Student centered—Although one might expect a focus on students to characterize any school, visits to a cross-section of the nation’s schools will quickly reveal the many ways teachers and administrators can be distracted from their students’ learning and well-being. The attention of administrators and teachers alike can be consumed by any number of issues, including: test scores, and their implications for funding, status, and consequences within a district; administrative turnover and political concerns; personality clashes; and issues of equity within and between schools. Schools where personnel asked aloud and frequently of programs, practices, and initiatives: “Is it better for kids?” tended to more easily and deeply take on PLC dimensions, and could more easily tailor the expression of those dimensions to the particular needs and culture of their school.
Concerns about “add-on” programs—The plethora of new initiatives, innovations, projects and reform efforts, combined with the hefty demands of teaching, have led many school personnel to a sense of “so much to do, so little time.” Rather than being a sign of resistance, questions about the additional responsibilities and time required of a PLC effort revealed a healthy skepticism about poorly planned or implemented efforts at reform. When these concerns could be addressed openly and completely, teachers and administrators were able to more fully commit to creating a professional learning community at their school.
In addition to these factors, the presence and practice of any of the five PLC dimensions—but perhaps most especially shared and supportive leadership—tended to bode well for the full development and complete implementation of the PLC model. The authors also feel a need to acknowledge and point out for readers the commitment to service that characterized so many of the schools and individuals highlighted in the volume. The education of our nation’s youth is truly a national service, which most of our educators take to heart.
The reflections and insights of eight Co-Developers follow—one in poem form, the others in stories. Co-Developers represented a wide range of educational professionals, with differing styles and interests that fueled their shared dedication to school improvement.

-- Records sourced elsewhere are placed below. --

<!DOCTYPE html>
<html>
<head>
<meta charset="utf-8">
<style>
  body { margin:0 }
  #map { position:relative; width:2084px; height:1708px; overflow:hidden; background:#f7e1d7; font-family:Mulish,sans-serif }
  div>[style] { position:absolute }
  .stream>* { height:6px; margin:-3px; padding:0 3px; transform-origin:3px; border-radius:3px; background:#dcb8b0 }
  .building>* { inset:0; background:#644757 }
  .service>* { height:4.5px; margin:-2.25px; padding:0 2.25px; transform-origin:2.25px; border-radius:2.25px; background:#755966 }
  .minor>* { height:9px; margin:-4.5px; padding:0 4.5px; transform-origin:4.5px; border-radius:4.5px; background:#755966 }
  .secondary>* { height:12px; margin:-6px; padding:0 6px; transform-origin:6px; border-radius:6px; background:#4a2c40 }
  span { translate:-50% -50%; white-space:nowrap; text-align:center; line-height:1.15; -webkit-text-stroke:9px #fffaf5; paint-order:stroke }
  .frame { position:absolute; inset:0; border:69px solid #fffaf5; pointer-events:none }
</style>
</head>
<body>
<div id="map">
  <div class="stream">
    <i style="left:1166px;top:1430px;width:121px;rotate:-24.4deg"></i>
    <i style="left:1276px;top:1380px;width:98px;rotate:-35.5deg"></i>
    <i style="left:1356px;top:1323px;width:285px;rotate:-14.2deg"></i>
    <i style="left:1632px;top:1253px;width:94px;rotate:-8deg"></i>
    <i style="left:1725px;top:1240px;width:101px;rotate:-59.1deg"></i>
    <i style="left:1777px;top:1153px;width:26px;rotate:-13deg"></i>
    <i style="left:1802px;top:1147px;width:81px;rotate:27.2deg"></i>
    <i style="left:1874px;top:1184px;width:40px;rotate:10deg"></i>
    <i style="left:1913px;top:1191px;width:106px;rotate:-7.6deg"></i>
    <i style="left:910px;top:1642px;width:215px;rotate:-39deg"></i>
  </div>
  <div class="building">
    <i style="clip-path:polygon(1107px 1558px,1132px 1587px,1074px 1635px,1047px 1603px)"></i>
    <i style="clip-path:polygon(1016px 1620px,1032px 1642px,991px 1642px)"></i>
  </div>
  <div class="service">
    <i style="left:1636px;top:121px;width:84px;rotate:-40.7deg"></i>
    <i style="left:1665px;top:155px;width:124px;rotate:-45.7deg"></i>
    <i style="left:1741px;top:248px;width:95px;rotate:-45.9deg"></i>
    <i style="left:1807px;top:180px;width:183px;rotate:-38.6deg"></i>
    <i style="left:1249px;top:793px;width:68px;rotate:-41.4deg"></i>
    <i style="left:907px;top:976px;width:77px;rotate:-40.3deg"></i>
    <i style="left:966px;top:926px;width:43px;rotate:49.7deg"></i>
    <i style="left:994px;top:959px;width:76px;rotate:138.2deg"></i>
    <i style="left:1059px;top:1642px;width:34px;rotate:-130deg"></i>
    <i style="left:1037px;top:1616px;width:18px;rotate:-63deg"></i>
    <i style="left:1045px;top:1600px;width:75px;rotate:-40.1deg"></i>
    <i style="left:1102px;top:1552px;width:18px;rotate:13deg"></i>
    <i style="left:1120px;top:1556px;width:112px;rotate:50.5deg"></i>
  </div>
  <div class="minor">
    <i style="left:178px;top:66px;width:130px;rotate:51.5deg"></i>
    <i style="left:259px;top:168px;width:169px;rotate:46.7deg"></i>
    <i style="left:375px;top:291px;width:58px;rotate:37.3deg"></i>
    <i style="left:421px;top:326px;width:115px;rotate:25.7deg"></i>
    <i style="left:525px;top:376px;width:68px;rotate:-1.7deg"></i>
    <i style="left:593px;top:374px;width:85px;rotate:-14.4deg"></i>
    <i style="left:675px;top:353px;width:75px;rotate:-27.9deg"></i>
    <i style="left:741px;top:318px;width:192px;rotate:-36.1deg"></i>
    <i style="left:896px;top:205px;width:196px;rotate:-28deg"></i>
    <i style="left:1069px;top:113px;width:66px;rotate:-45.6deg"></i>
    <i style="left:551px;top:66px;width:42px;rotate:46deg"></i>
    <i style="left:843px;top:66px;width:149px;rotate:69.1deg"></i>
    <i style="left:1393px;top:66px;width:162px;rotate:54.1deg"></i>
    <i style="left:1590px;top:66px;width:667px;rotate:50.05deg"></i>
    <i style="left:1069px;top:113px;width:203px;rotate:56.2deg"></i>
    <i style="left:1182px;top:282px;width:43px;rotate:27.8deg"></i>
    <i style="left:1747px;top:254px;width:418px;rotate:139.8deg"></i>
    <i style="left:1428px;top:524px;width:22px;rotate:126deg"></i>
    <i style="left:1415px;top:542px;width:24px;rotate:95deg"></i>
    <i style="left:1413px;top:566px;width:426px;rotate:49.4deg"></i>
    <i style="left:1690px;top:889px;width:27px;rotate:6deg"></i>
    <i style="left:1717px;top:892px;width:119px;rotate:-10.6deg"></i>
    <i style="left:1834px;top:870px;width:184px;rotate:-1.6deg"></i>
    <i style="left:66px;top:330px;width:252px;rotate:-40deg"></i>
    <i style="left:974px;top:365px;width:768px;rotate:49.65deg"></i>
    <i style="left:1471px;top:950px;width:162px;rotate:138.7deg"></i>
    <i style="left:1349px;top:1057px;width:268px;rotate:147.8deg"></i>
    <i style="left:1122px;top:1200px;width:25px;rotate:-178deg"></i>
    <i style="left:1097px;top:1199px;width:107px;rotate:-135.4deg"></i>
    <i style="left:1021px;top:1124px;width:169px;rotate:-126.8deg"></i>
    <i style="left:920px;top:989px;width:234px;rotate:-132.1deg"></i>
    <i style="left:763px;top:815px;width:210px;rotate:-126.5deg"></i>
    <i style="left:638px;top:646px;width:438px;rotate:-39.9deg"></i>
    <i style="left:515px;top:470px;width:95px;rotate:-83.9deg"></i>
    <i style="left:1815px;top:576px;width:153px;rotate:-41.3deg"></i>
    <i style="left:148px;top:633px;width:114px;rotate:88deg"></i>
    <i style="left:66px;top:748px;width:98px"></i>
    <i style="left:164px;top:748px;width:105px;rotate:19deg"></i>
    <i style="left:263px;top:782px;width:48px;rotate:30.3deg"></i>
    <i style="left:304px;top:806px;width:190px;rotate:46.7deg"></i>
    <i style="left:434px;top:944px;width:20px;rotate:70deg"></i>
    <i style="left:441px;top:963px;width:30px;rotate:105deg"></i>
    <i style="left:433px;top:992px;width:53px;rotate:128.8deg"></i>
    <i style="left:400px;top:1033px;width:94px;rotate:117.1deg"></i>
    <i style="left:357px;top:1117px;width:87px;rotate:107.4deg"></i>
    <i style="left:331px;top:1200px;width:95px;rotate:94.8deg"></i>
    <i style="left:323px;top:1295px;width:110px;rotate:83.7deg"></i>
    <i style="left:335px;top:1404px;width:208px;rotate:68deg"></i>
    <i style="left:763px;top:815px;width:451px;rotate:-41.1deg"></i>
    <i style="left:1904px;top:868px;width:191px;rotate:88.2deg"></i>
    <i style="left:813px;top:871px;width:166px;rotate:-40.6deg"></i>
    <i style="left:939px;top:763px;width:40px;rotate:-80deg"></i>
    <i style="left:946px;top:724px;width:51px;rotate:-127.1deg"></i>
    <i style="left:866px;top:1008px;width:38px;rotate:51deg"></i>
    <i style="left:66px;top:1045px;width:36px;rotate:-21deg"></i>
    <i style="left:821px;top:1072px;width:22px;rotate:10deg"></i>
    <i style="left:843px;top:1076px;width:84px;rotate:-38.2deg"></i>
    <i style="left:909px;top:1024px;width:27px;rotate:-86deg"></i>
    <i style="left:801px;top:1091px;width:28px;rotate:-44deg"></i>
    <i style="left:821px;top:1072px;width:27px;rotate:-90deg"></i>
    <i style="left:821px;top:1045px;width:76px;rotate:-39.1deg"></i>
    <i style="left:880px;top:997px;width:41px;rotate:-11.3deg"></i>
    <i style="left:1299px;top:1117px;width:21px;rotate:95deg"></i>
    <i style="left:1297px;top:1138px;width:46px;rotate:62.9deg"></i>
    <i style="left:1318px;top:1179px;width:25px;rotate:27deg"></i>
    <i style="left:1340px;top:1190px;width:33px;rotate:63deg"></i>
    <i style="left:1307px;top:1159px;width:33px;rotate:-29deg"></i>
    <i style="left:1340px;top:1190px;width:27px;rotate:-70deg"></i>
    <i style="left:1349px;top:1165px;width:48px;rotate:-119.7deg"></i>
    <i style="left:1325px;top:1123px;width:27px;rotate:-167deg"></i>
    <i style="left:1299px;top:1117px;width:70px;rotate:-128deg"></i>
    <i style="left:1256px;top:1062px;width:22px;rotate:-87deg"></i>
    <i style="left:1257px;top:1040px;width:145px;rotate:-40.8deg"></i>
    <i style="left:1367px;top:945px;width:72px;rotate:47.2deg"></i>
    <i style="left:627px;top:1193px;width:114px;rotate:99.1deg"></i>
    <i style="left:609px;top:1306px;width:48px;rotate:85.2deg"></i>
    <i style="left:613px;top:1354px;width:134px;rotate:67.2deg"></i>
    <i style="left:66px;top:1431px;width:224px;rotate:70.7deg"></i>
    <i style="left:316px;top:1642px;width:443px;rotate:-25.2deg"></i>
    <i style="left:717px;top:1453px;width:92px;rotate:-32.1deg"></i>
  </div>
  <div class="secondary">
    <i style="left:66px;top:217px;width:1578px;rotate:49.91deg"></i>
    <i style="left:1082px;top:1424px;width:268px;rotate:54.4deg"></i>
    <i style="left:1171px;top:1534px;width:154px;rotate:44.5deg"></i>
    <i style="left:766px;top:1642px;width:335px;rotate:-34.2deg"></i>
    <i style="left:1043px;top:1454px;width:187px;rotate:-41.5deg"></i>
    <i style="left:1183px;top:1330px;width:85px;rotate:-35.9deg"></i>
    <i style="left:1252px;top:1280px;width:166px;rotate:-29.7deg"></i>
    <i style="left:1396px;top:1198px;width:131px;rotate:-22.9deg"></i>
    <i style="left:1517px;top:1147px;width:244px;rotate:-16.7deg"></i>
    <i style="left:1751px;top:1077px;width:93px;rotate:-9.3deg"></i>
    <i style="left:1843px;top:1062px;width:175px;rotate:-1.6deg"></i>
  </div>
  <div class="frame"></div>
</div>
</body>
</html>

The range of these stories—in both area of focus and style of presentation—represents the human diversity of our Co-Developer community, and, we believe will thus speak to a wide variety of readers.
We have designed this book with the intention of involving the reader deeply in these stories, through invitations to reflection that precede and follow each selection. We believe your efforts to answer these invitations will invest your reading with more meaning and increase your insight and understanding into the process of school change. It is our hope that you will be informed and illuminated, provoked and touched by the accounts of these individuals who invested abundant courage and personal resources in this effort. Their work to create communities of continuously learning professionals is intended to provide our school’s students with increased success in and enthusiasm for learning.